Gevolgen voor recreatie: In de 1e Plas is de grootste concentratie van ondernemers aan de plassen en levert het veenslib acuut hinder op voor de recreatievaart en de aanwonenden, met name aan de Veendijk en de hoek Veendijk – Oud Loosdrechtsedijk.
Gevolgen voor behalen doelen waterkwaliteit en natuur: Met name het zweefslib (door golfslag opgewerveld slib) verhindert het bereiken van de doelen uit de Kaderrichtlijn Water (KRW) en Natura 2000.
Potentiële oplossing, toepassing als bouwstof
Problemen met verval legakkers: Nieuwe slibaanwas in de plassen is het gevolg van o.a. bladafval en het afkalven van oevers. Dit speelt met name bij legakkers.
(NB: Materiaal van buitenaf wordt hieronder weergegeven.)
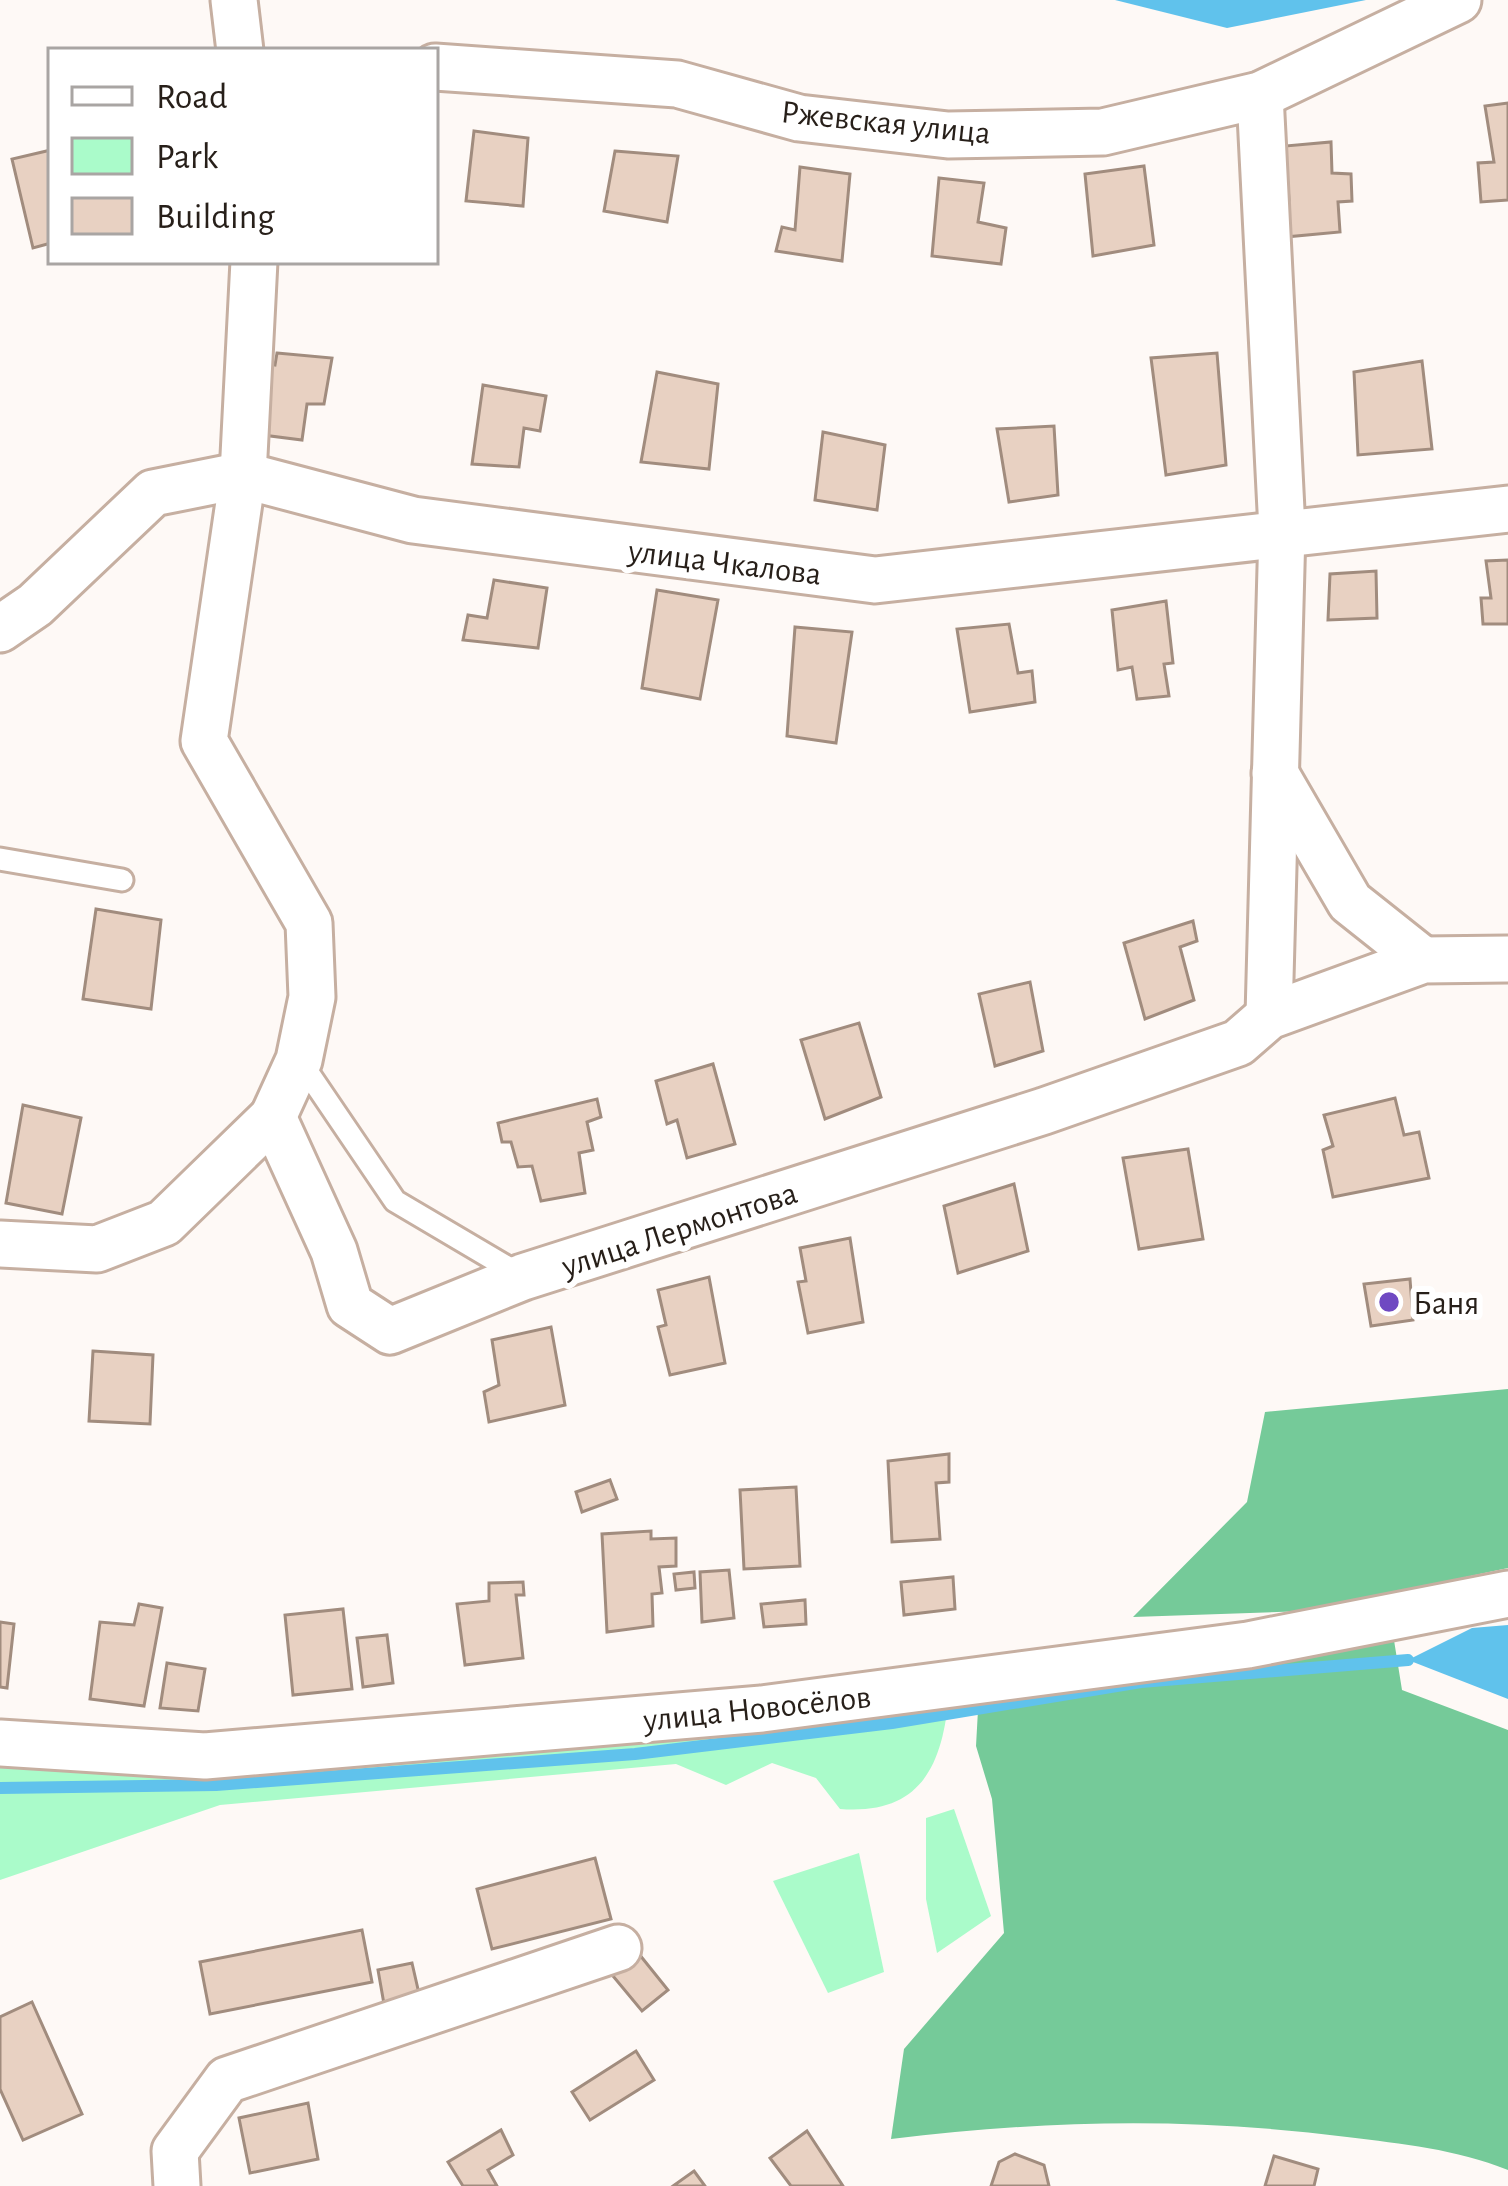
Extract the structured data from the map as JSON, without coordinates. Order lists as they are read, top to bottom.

Vanuit cultuurhistorisch, ecologisch en recreatief opzicht, de identiteit en het historisch karakter van het gebied, vraagt een aantal legakkers in de Loosdrechtse Plassen dringend om herstel. Eerder toegepaste herstelmethoden met damwanden zijn duur (ong. € 300-400,- per meter) en roepen in de huidige vorm vragen op met betrekking tot de natuurwaarde, duurzaamheid en hoge kosten bij vervanging. Wellicht biedt veenslib perspectief als grondstof voor de aanleg van natuuroevers die legakkers beschermen tegen erosie, als basis waar riet op kan groeien die tegelijk nieuwe habitat voor vogels /fauna creëert.
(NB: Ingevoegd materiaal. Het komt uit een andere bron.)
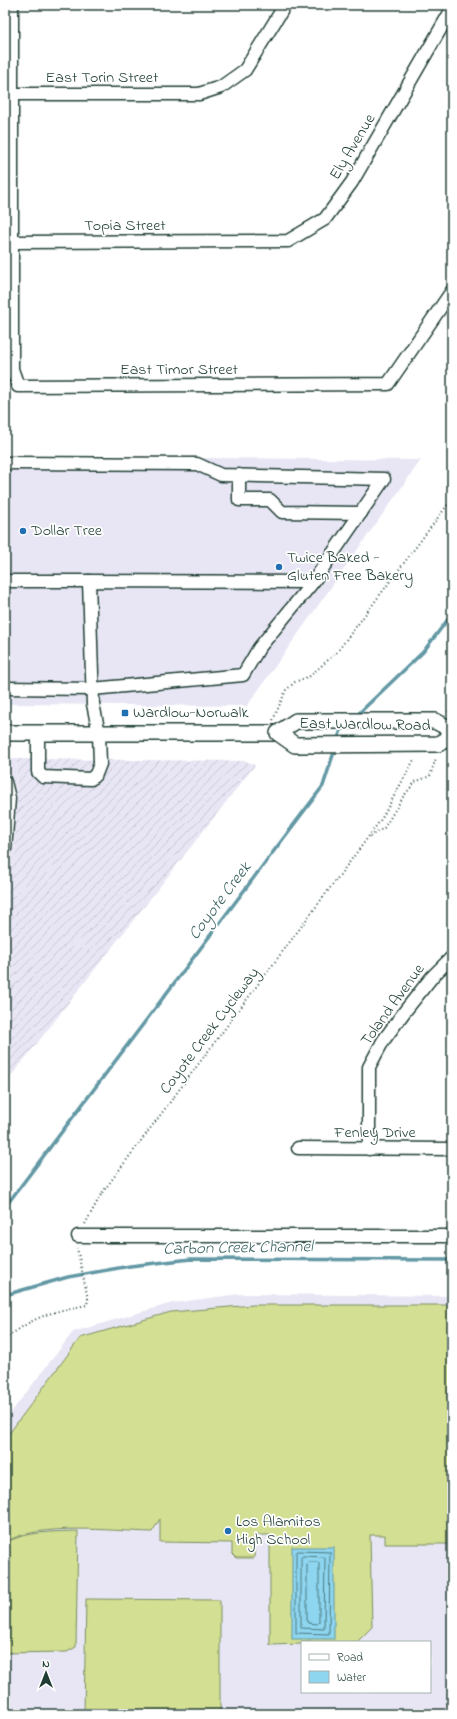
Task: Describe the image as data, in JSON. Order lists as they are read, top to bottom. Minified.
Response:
{"streets":{"main road":["East Wardlow Road"],"street":["East Torin Street","Ely Avenue","Topia Street","East Timor Street","Toland Avenue","Fenley Drive"],"path":["Coyote Creek Cycleway"]},"crossings":[["Ely Avenue","Topia Street"],["Topia Street","East Timor Street"],["Toland Avenue","Fenley Drive"]],"water":["Coyote Creek","Carbon Creek Channel"],"places":{"other":["Dollar Tree","Twice Baked - Gluten Free Bakery","Los Alamitos High School"],"transit":["Wardlow-Norwalk"]},"legend":["Road","Water"],"north":"top"}
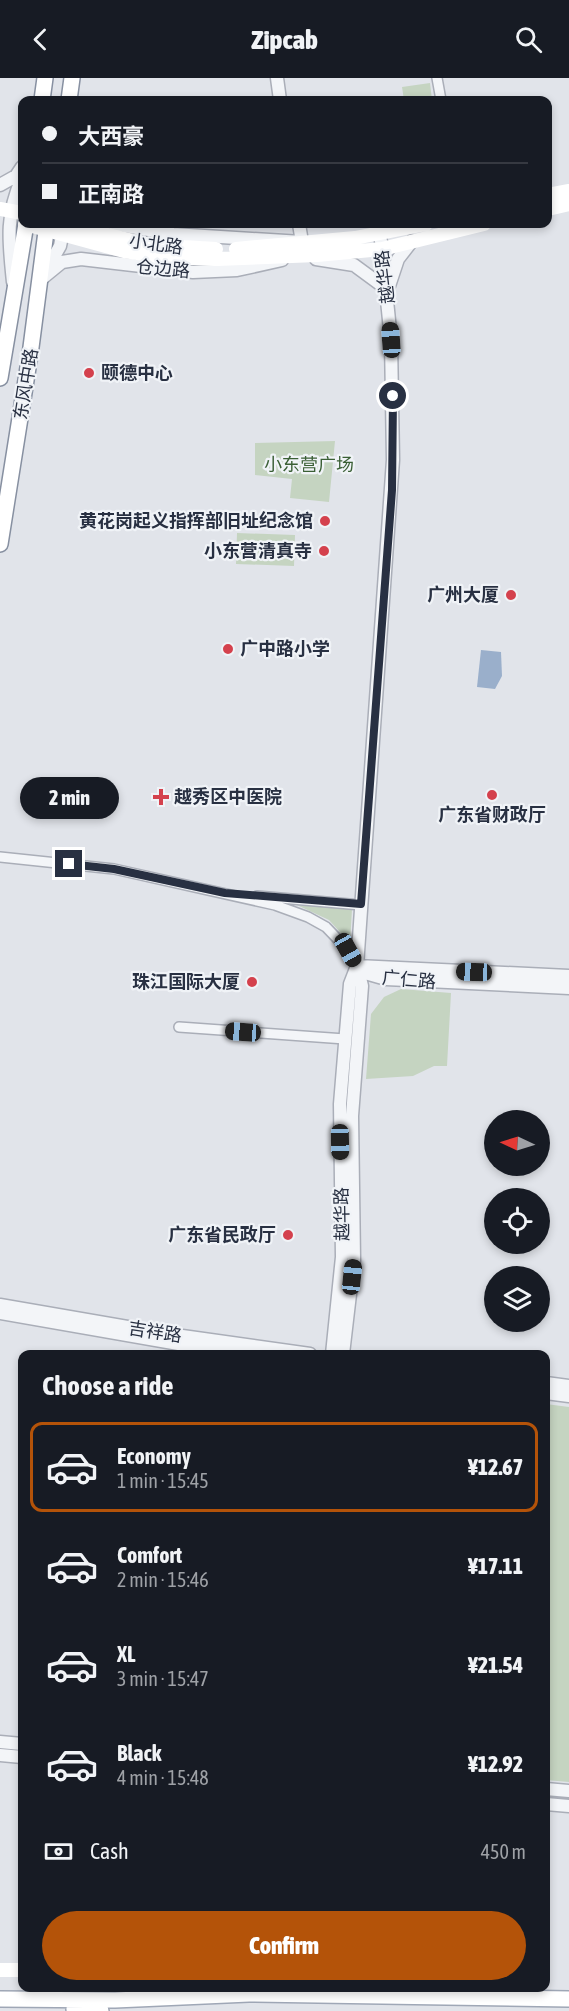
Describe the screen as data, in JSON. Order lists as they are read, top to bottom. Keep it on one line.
{"streets":{"main road":["小北路","仓边路","东风中路"],"street":["越华路","广仁路","吉祥路"]},"crossings":[["小北路","仓边路"],["仓边路","越华路"],["仓边路","东风中路"],["越华路","广仁路"]],"parks":["小东营广场"],"places":{"other":["颐德中心","黄花岗起义指挥部旧址纪念馆","小东营清真寺","广州大厦","广中路小学","广东省财政厅","珠江国际大厦","广东省民政厅"],"health":["越秀区中医院"]},"north":"left","page":{"header":"Zipcab","banner":["大西豪","正南路"],"bubble":"2 min","heading":"Choose a ride","list":[{"name":"Economy","note":"1 min · 15:45","value":"¥12.67"},{"name":"Comfort","note":"2 min · 15:46","value":"¥17.11"},{"name":"XL","note":"3 min · 15:47","value":"¥21.54"},{"name":"Black","note":"4 min · 15:48","value":"¥12.92"}],"pay":["Cash","450 m"],"buttons":"Confirm"}}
Stand van zaken pilotproject
Vorig jaar is, als onderdeel van het Masterplan Oostelijke Vechtplassen, een projectvoorstel ‘quick-win veenslib’ opgesteld. Dit pilotproject vormt een eerste concrete stap voor de aanpak van de baggerproblematiek en voor het verbeteren van de waterkwaliteit in de Vechtplassen. Door een pilotproject te starten kan worden bereikt dat reeds in 2016 feitelijk wordt gestart met het aanpakken van de veenslib problematiek in de Eerste Loosdrechtse Plas. Met deze nog beperkte proef wordt bezien hoe het veenslib kan worden weggehaald en welke verschillende verwerkingsmethoden van veenslib kunnen worden toegepast bij herstel van legakkers en aanleg van natuuroevers. Dit draagt bij aan de bescherming en herstel van het cultuurlandschap en aan het bereiken van de water en natuuropgaven (o.a. Kaderrichtlijn Water en N2000).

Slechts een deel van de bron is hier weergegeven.